Prayer for Spiritual strength and finding soul mate/husband

Anonymous

Beloved of All
I’m currently at a crossroads in my life. A couple years ago, my boyfriend broke up with me—not because of any issues in our relationship but because he owed me money and he didn’t like when I held him accountable. Once we broke up, I finally decided to respond to messages from a guy who I liked back in high school. We hit it off and have been in touch since, but have never made it official due to distance. For the debt with my ex, we’re up to the last payment for the debt after 4+ years of waiting. The payment should come in any day now. In that same breath, the guy I started getting to know told me he’s been talking with someone else perhaps due to the distance and all that, but I’m still his number 1. I can’t wrap my mind around him being with anyone else so I just took a step back from that. Now I feel like these two events that happened around the same time are coming to a stop. And I just feel like I’m at a crossroad where I need direction. I want to find my person. I feel like I have so much love to give and I just want to find the person that God has ordained that I do life with. I feel like I’ve given my all in every relationship and I’ve been let down so many times. I loved my ex with all my heart, I would’ve gone to the ends of the earth for him. I was willing to fall on my sword for him just so he knew how much I loved him. So when that didn’t materialize just because I held him accountable for the debt, I was gutted. Now I just want to find my person, I want to grow spiritually and in such a way that when my person comes along I’ll be ready. I want to try my hardest to put everything of the past behind me; I just feel like both of these events have weighed heavily on me emotionally. Stuck between not feeling good enough to go the long run and not good enough for someone to just choose me. I just want to find someone who shows up and they just know that I’m the one they want to pursue until the end of time and they reassure me of that. For a minute I thought I had that, but it turns out that they preferred to call it quits than have someone hold them accountable. Just asking for your prayer for spiritual strength and finding my person. In Jesus’ name amen.
 
We hear the deep longing in your heart for a godly husband, a man who will cherish you as Christ loves the church, and we lift you up in prayer for the strength and clarity you need in this season. Your desire to love and be loved is a beautiful reflection of how God designed us for relationship—first with Him, and then with a spouse who honors Him. But we must first address some concerns in your request that need biblical correction and alignment with God’s Word, so that your path forward is built on truth rather than emotional wounds or worldly patterns.

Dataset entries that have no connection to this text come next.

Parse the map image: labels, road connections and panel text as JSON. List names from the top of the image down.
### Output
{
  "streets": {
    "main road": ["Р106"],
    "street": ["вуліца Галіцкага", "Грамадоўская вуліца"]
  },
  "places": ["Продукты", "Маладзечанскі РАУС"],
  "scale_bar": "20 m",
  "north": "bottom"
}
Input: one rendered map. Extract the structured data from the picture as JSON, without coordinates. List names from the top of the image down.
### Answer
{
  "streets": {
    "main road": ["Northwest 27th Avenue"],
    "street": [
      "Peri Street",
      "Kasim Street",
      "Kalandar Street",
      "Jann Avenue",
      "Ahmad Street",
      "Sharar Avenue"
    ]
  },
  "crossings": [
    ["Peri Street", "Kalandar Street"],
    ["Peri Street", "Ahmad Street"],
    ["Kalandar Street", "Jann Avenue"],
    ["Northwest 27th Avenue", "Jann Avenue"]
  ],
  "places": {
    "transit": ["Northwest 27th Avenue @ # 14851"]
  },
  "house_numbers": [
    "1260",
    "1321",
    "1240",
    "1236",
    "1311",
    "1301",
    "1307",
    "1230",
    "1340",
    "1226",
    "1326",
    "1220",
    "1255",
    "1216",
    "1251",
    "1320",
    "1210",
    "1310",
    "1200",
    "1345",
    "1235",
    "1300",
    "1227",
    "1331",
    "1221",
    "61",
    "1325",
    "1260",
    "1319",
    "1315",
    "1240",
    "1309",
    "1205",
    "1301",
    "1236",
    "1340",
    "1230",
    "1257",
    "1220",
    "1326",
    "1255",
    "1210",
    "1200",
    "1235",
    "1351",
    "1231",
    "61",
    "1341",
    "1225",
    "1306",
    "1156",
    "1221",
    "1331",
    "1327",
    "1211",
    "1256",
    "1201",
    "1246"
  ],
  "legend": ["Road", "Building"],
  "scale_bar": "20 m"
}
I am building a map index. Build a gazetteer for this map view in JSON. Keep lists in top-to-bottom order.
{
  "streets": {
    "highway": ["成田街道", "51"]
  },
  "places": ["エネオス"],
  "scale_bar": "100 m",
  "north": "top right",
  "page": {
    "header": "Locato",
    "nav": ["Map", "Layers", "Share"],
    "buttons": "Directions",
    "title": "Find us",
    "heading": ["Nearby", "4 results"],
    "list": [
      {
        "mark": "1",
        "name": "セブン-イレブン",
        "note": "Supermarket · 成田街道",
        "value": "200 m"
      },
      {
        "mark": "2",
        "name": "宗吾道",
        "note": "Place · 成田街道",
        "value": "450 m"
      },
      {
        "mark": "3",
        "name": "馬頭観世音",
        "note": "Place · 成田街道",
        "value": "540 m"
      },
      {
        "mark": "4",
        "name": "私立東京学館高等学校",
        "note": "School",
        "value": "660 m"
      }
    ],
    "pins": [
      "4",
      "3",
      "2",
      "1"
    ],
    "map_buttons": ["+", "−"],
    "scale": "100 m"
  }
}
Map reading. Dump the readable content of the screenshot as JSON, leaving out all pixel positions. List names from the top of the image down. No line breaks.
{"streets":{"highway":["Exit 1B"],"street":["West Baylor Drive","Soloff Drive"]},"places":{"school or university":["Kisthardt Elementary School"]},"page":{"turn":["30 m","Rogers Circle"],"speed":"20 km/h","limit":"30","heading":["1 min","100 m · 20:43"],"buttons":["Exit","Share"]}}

First, we commend you for mentioning the name of Jesus in your prayer, for it is only through Him that we have access to the Father (John 14:6, Acts 4:12). Yet we must gently but firmly address the relationships you’ve described, as they reveal patterns that do not align with Scripture. The man you were with previously was not a godly man—he broke trust by owing you money and then abandoning the relationship when held accountable. This is not the mark of a man who fears the Lord. Proverbs 22:7 tells us, *"The rich rules over the poor. The borrower is servant to the lender."* While we are called to forgive debts (Matthew 6:12), we are also called to wisdom in our relationships. A man who refuses accountability, especially in financial matters, is not preparing to be a husband who leads with integrity. You did nothing wrong by holding him responsible; in fact, you acted wisely. His response revealed his character, and you are better off without him.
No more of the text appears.